Lyah salió a recoger tu cuerpo. Lo metió a la casa y lo dejó en el patio.
Mamá regresó a la recámara donde yo estaba con el niño y lo consoló, lo llevaría a la escuela de una vez, Lyah la iba a acompañar.
Yo le dije a mamá que me haría cargo de tu cuerpo.
Mamá, Lyah y Maximito se fueron.
Salí al patio y, en la entrada, vi tu cuerpo negro sobre unos pedazos de cartón. Tenías sangre escurriendo por tu boca. También vi, frente a la puerta de la casa, una mancha de sangre absorbida.
Me dieron muchas ganas de llorar y me dio coraje, quería desquitarme con quien te había atropellado.
Levanté tu cuerpo con el cartón y te llevé al patio trasero. Allí comencé a cavar un agujero.
El golpe que te dieron fue seco, no pasaron sobre ti. Mientras escarbaba, vi tu pequeña humanidad: te veías más grande de lo que eras.
Terminé el hoyo y acomodé tu cuerpo adentro, luego te fui poniendo tierra.
Te pedí perdón, te agradecí por todos los mementos que nos hiciste reír, por enseñarme a entender un poco más a los gatos, yo que fui más perrero; a quererlos, a respetarlos. Te agradecí por haber conocido a un ser vivo extraordinariamente inteligente, por demostrarme que en esa pequeñez de ser vivo había algo muy asombroso y por compartirme esa verdad que yo jamás había experimentado.
Estuve mentado madres mientras recordaba que ahí te gustaba jugar y practicar tus ataques cuando apenas eras una cachorrita, por ahí te subías a la barda de los vecinos o cuando el Xolo te perseguía para jugar.
Cuando quedaste hecha un montoncito de tierra, me despedí de ti. Me acordé del Manchas, de la Kika, de Rudecindo: otras inteligencias metidas en tan mínimos cuerpos.
Seguramente acabaste con las seis vidas que tenías en tu cuenta de ahorro del banco de la vida, aunque yo jamás te vi salir de un peligro de muerte.
Te prometo que voy a ser más paciente con mi hijito, que no levantaré la voz si lo reprendo. Él va a crecer, y cuando entienda le vamos a decir quién fuiste, le vamos a enseñar tus fotos y videos, le vamos a decir cuánto te protegía y lo mucho que estábamos asombrados y agradecidos con ella.

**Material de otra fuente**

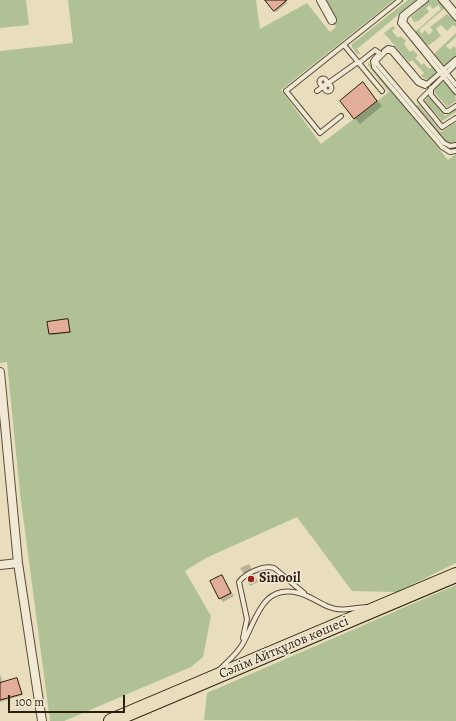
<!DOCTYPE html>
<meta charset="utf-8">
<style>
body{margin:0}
#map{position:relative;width:456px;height:721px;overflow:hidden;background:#e8debd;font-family:Alegreya,serif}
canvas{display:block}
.scale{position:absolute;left:8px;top:695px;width:117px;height:18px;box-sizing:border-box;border:2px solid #301b0f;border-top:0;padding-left:5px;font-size:12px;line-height:14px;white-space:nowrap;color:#301b0f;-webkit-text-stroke:3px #f0ead4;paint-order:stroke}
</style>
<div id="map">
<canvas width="456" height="721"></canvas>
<div class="scale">100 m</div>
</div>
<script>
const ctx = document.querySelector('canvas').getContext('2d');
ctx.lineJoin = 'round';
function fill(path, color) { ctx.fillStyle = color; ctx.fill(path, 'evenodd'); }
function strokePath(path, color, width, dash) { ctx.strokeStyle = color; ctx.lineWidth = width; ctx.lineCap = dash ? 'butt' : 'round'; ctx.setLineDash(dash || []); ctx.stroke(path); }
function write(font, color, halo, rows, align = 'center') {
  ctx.font = font + ' Alegreya,serif'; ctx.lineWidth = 3; ctx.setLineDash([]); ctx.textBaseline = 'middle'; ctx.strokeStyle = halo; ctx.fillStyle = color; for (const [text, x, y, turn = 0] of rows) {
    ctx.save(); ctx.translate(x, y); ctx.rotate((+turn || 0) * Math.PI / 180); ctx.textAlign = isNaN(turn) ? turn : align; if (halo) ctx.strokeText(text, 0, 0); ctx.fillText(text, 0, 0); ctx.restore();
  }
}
const green = new Path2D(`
 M0,0h26l3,25 -29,3z
 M68,0h188l4,29 47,-26 23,29 6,-5 -12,-27h70l-113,90 40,54 68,-52 -21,-27v-3l80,98 8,-6v409l-59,29 -45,-1 -55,-74 -91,41 -21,13 26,45 -8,41 -12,10 -127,54h-14l-30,-228 -13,-131 -7,1v-312l73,-8z
 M408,0h8l-59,49 4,5h-4l-5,-7v-3z
 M430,0h8l7,8 -26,22 3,4 3,-4 4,5 4,-4 -3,-4 17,-13 9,7v6l-3,-2 -6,6 -6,-6 -5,4 5,7 -12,9 -5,-1 -9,-12 26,-23 -3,-4 -5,4 -3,-4 -4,3 3,4 -11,9 -4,1 -3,-5z
 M393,26l2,2 -3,3 6,7 3,-2 5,5 -2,3 6,8 3,-2 5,5 -3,3 7,7 2,-2 5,6 4,-3 3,8 -7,7 -8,-5 3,-3 -12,-13 -3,2 -25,-29z
 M456,33v4l-10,9 4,4 4,-4 2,3v7l-8,8 -5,1 -9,-9 1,-3z
 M441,82c8,0 15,11 15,19l-9,6 -13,-15 2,-6z
 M427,97l4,2 14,17 11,-8v4l-14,9 -17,-20z
 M416,105h3l22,27 13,-9h2v19l-4,2 -6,-2 -29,-34z
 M456,585v136l-252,-1 3,-27z`);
const shadow = new Path2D(`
 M266,0h18l3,3 -11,9z
 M368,89l14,17 -22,18 -19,-23z
 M68,320l3,13 -19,2 -2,-1 -1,-11z
 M249,564l3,6 -8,4 -4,-6z
 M222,576l12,20 -11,6 -3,-4z
 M255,576l3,6 -8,4 -3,-5z
 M0,674l3,9 14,-4 6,16 -23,7z`);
const building = new Path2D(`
 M265,0h22l-13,11z
 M363,82l14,19 -23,18 -14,-18z
 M68,319l2,13 -21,2 -2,-12z
 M222,575l9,18 -12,6 -9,-18z
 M17,678l5,16 -22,6v-17z`);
const service = new Path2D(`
 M421,0l-19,15 -2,8 56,69
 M426,0l-20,16 -2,6 52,63
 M441,0l15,18
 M446,0l10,12
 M344,45l38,46
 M384,51l4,-3 5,1 27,32 8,3
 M377,56l-4,5 1,6 68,80 8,5 6,-1
 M456,59l-31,27 -7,-3 -27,-32h-5l-10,10 2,4 66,78 6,3 6,-1
 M359,63l16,-13 7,5
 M456,64l-36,36 22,27 14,-9
 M319.5 82a3.5 3.5 0 1 1 7 0a3.5 3.5 0 1 1-7 0Z
 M324.5 88a3.5 3.5 0 1 1 7 0a3.5 3.5 0 1 1-7 0Z
 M431,88v7l14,16h3l8,-5
 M317,91l41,-29
 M341,116l-21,17 -34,-42 114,-91
 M243,638l4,-19 -8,-37c6,-9 25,-17 35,-14l30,25
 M219,670c8,-8 17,-15 23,-25 14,-23 19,-62 57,-52 11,3 20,10 30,14 12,5 25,1 37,0`);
const minor = new Path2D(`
 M321,0l11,20
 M0,372l18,191 24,158
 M0,565l18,-2`);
const trunk = new Path2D(`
 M111,721l345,-146`);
const markers = [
 [251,579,4,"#8f2418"]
];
const poiNames = [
 ["Sinooil",259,579]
];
const streetNames = [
 ["Сәлім Айтқұлов көшесі",284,648,-23]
];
fill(green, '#b0c295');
fill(shadow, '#0003');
fill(building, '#e3ae99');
strokePath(building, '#301b0f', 1);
strokePath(service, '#5e4c3a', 6);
strokePath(minor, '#5e4c3a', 10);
strokePath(trunk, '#301b0f', 16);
strokePath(service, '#f0ead4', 4);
strokePath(minor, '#f0ead4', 8);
strokePath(trunk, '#e8debd', 14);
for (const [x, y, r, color] of markers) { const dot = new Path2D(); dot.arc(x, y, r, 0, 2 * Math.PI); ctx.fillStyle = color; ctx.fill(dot); strokePath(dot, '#f0ead4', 1.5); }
write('bold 14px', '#301b0f', '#f0ead4', poiNames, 'left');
write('14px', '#301b0f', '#f0ead4', streetNames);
</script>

Epílogo. A Maurillia lo atropelló una combi del transporte colectivo que da servicio público en La Unidad Morelos. Transitaba a una velocidad mayor a los 20 kilómetros por hora; eso se puede observar del video de fecha jueves 25 de enero de 2024; la hora de la muerte fue a las 20:25, cinco segundos antes de la hora de mi nacimiento.